Change in course on horizon.


Yesterday was an odd session of sorts. I thought stocks would spend most of the session moving sideways or actually moving lower, but stocks found buyers relatively quickly. However, there were some problems throughout.

I know I may sound like a broken record, but volume continues to be worrisome and there was a lack of leadership. Moreover, caution was expressed through the fact that blue chips held their own while the NASDAQ composite saw the wheels fall off after stalling midway through the session. Despite the hype of the Microsoft (MSFT) / Yahoo (YHOO) deal and the upgrade of the semiconductors yesterday the NASDAQ composite really had the Monday blahs. At this point in the rebound, investors certainly want news that's definitive with respect to the economy.
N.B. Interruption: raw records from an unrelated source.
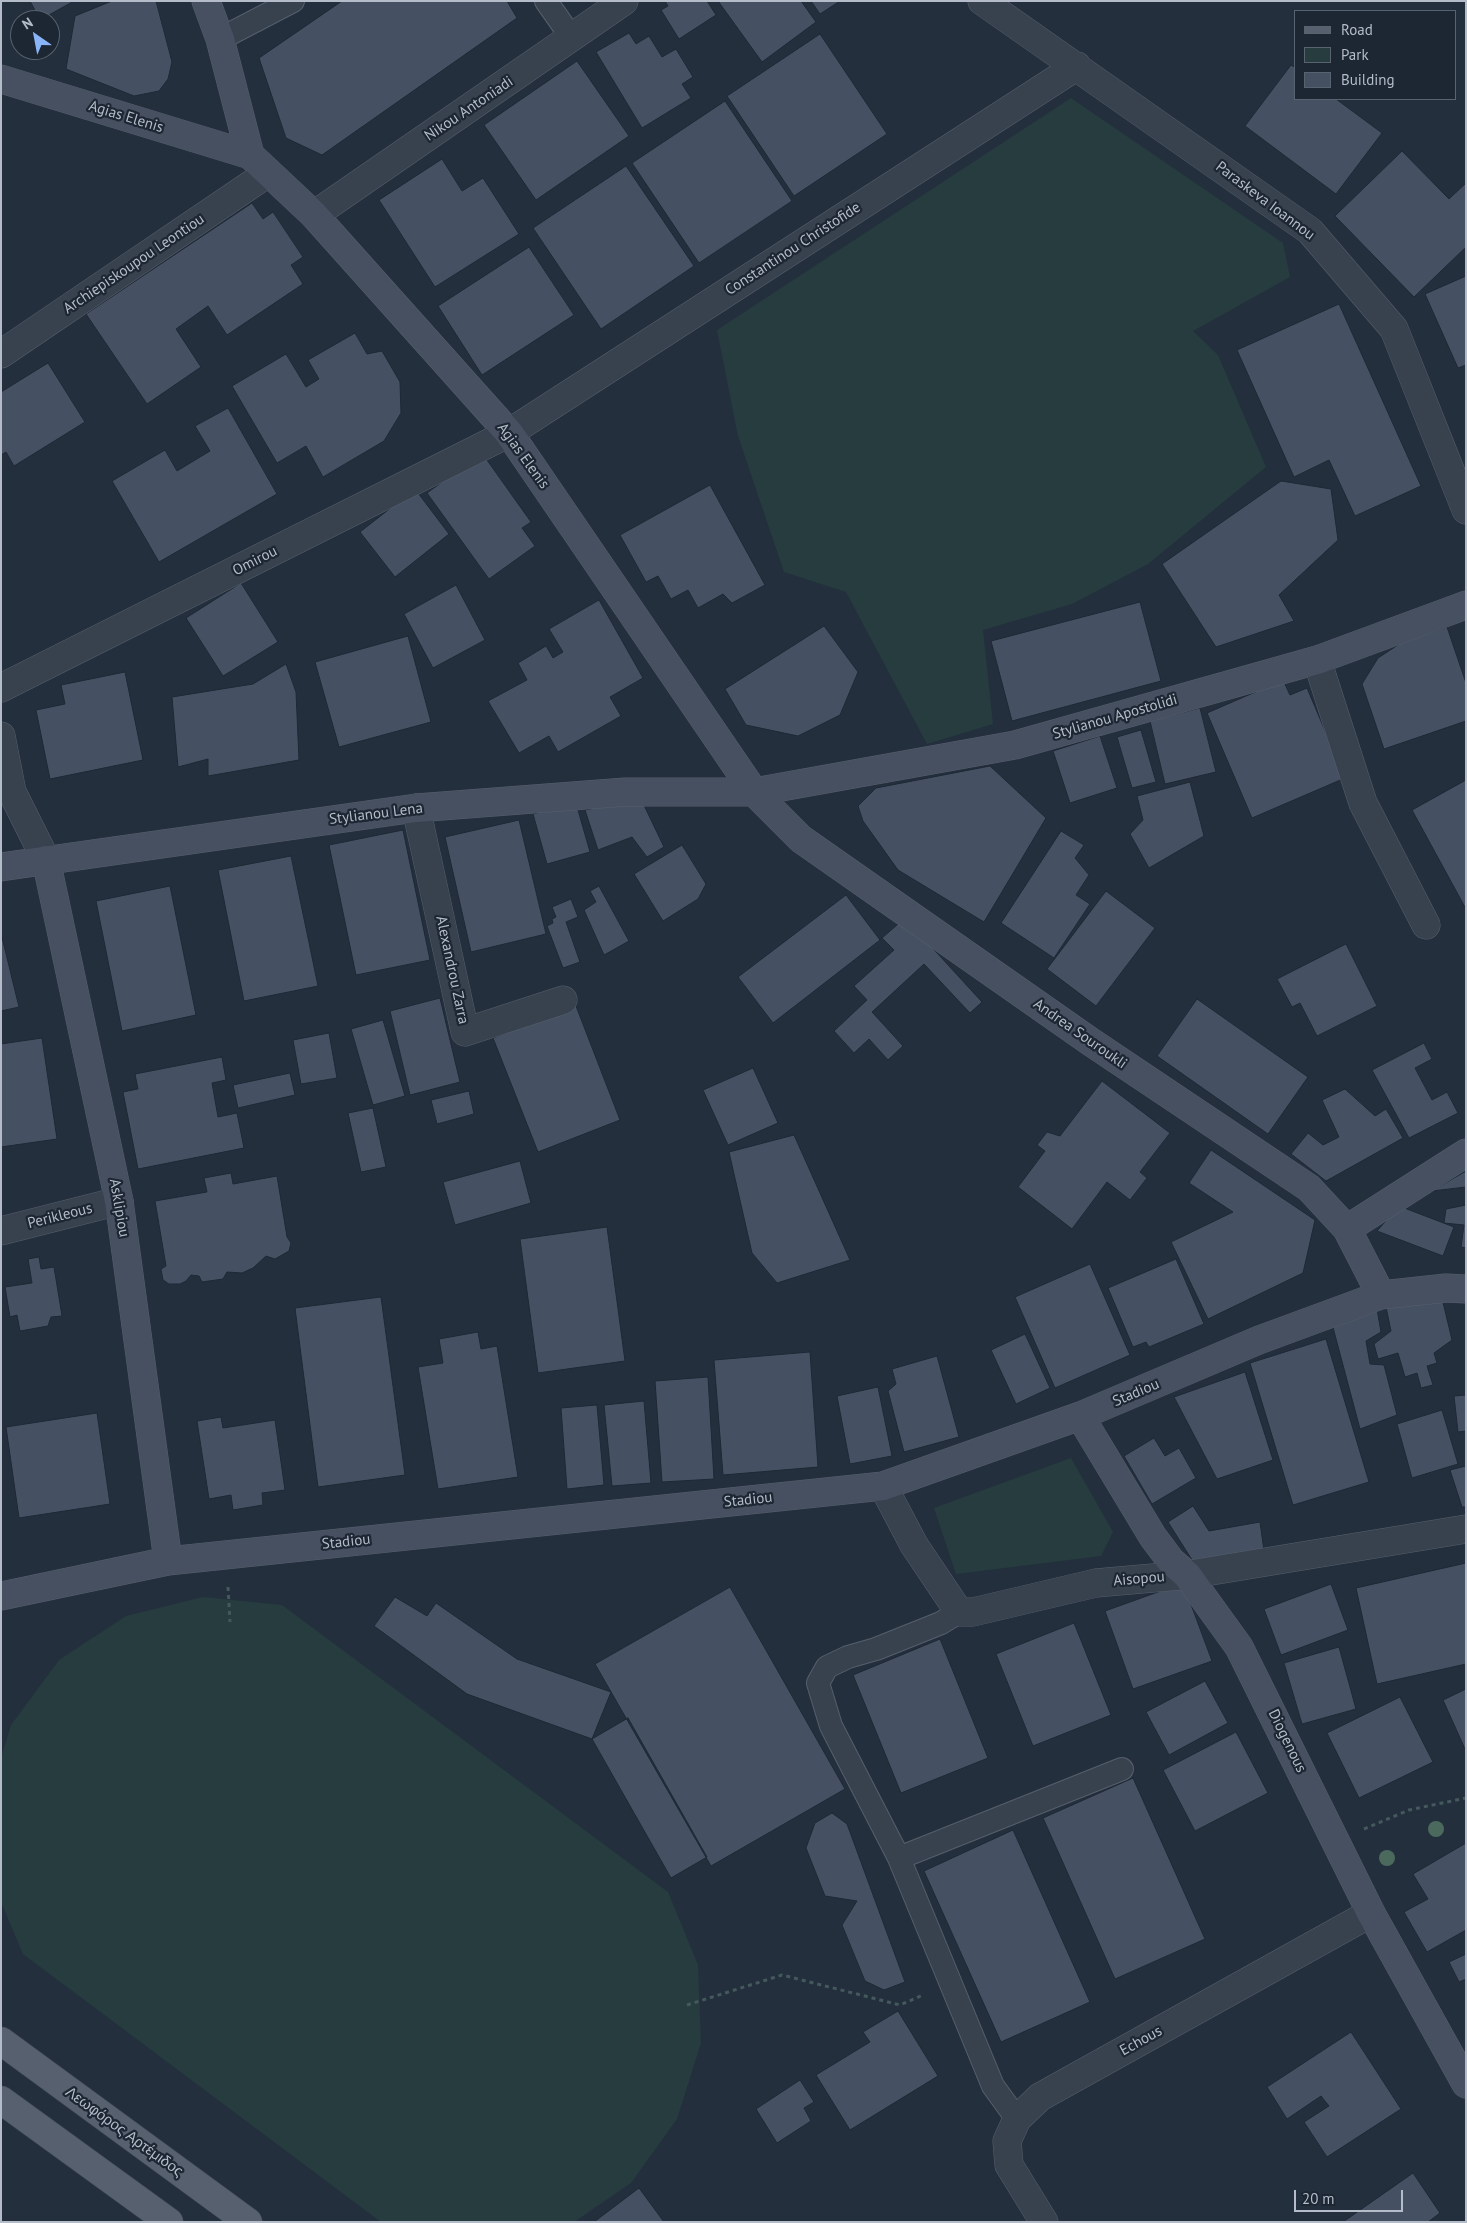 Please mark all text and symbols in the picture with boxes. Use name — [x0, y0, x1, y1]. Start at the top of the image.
north arrow — [10, 10, 60, 60]
legend — [1294, 10, 1457, 100]
text: N — [19, 13, 36, 33]
text: Road — [1341, 20, 1373, 39]
text: Park — [1341, 45, 1369, 64]
text: Building — [1341, 70, 1395, 89]
street label: Nikou Antoniadi — [421, 73, 517, 145]
street label: Agias Elenis — [87, 97, 165, 137]
street label: Paraskeva Ioannou — [1212, 158, 1318, 244]
street label: Constantinou Christofide — [722, 199, 864, 299]
street label: Archiepiskoupou Leontiou — [60, 210, 208, 318]
street label: Agias Elenis — [493, 420, 553, 492]
street label: Omirou — [230, 542, 280, 580]
street label: Stylianou Apostolidi — [1051, 691, 1179, 743]
street label: Stylianou Lena — [328, 799, 424, 829]
street label: Alexandrou Zarra — [432, 914, 472, 1026]
street label: Andrea Souroukli — [1030, 995, 1130, 1073]
street label: Asklipiou — [105, 1177, 133, 1239]
street label: Perikleous — [26, 1199, 94, 1233]
street label: Stadiou — [1110, 1375, 1162, 1411]
street label: Stadiou — [723, 1489, 773, 1511]
street label: Stadiou — [321, 1531, 371, 1553]
street label: Aisopou — [1113, 1568, 1165, 1590]
street label: Diogenous — [1264, 1706, 1310, 1776]
street label: Echous — [1117, 2022, 1165, 2060]
street label: Λεωφόρος Αρτέμιδος — [62, 2083, 186, 2181]
scale bar — [1297, 2180, 1406, 2212]
text: 20 m — [1302, 2189, 1335, 2208]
Just what makes that little old ant think he'll move that rubber tree plant?
Anyone knows an ant can't move a rubber tree plant.
But he's got high hopes, he's got high hopes...
He's got high apple pie in the sky hopes.

- High Hopes (Sammy Cahn and Jimmy Van Heusen, performed by Frank Sinatra)
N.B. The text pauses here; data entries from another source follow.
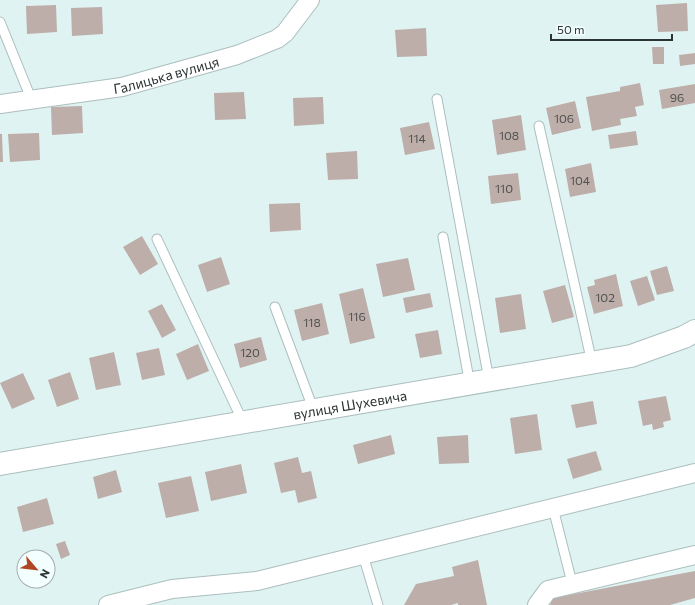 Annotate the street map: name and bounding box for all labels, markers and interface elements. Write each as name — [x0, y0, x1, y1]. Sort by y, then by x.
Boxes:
scale bar — [551, 16, 672, 42]
text: 50 m — [557, 22, 585, 36]
street label: Галицька вулиця — [112, 52, 221, 97]
house number: 96 — [670, 90, 684, 104]
house number: 106 — [554, 111, 574, 125]
house number: 108 — [499, 128, 519, 142]
house number: 114 — [408, 131, 426, 145]
house number: 104 — [570, 173, 590, 187]
house number: 110 — [495, 181, 513, 195]
house number: 102 — [595, 290, 615, 304]
house number: 116 — [348, 309, 366, 323]
house number: 118 — [303, 315, 321, 329]
house number: 120 — [240, 345, 260, 359]
street label: вулиця Шухевича — [292, 386, 408, 422]
north arrow — [16, 549, 56, 589]
text: N — [38, 567, 53, 581]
Right now economic data has been good enough to mitigate or belie the notion that the country is in a recession or to show that if it's a recession, it will be shallow. Yet at this point the market may not really care about the recession as much as the recovery. With that in mind there could be this continued pall over the market because the data everyone needs to see isn't on the docket. I'm not even sure if economic data released next month and in July would be enough to answer those lingering questions. That said, it is obvious, too, that the bias has shifted to the upside. The first three months of the year were marked initially by unbridled fear and then a so-called strike by would-be buyers. Now there is a so-called strike among would-be sellers. However, we can't confuse reluctant buyers as the ultimate buy signal.

Don't get me wrong: I'm bullish but mostly on individual opportunity. I've been sending alerts to take profits, especially on things that have gone parabolic. I felt the market was set up almost out of the gate even as the Dow was up 150 points.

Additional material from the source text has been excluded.